WORK REQUEST |
The reply should contain every line of the data, repeated exactly, and no pictures.
BEGIN DATA SEGMENT
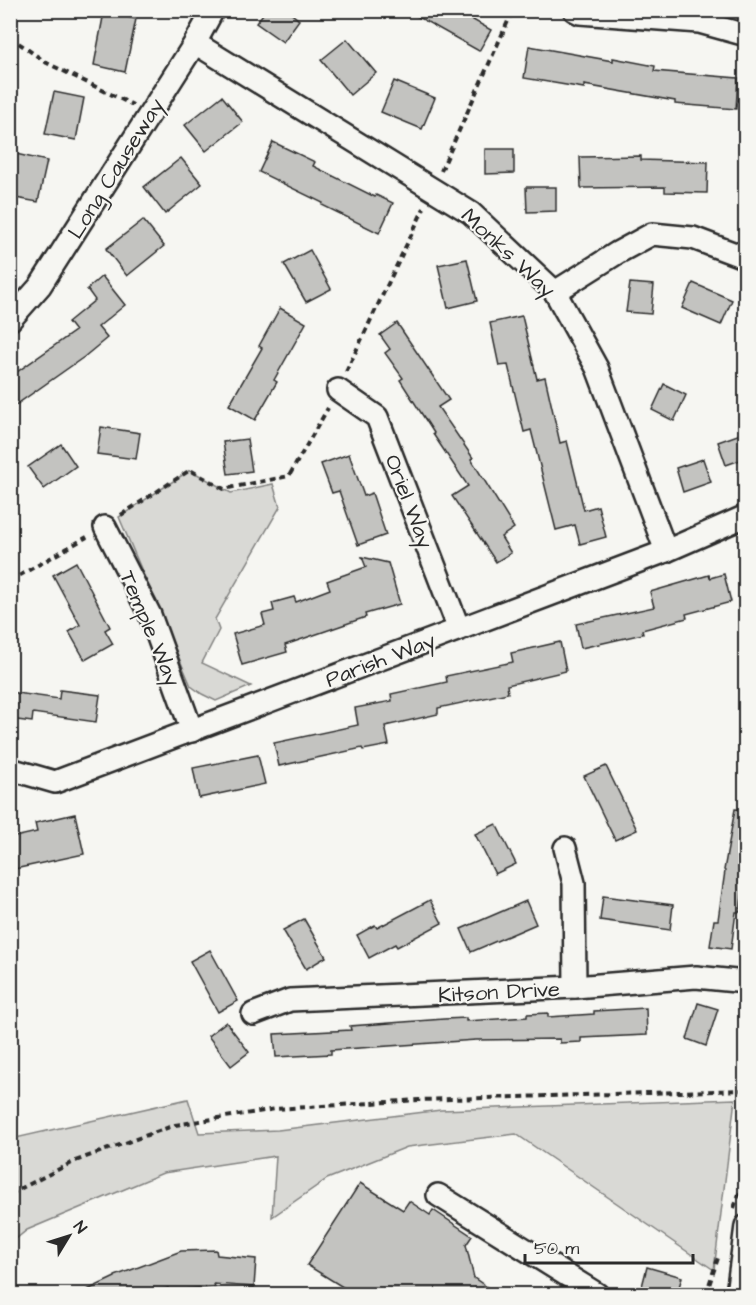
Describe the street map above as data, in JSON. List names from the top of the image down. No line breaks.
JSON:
{"streets":{"street":["Long Causeway","Monks Way","Oriel Way","Temple Way","Parish Way","Kitson Drive"]},"crossings":[["Long Causeway","Monks Way"],["Monks Way","Parish Way"],["Oriel Way","Parish Way"],["Temple Way","Parish Way"]],"scale_bar":"50 m","north":"top right"}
END DATA SEGMENT
TASK ANSWER |
Describe the street map above as data, in JSON. List names from the top of the image down. No line breaks.
JSON:
{"streets":{"street":["Long Causeway","Monks Way","Oriel Way","Temple Way","Parish Way","Kitson Drive"]},"crossings":[["Long Causeway","Monks Way"],["Monks Way","Parish Way"],["Oriel Way","Parish Way"],["Temple Way","Parish Way"]],"scale_bar":"50 m","north":"top right"}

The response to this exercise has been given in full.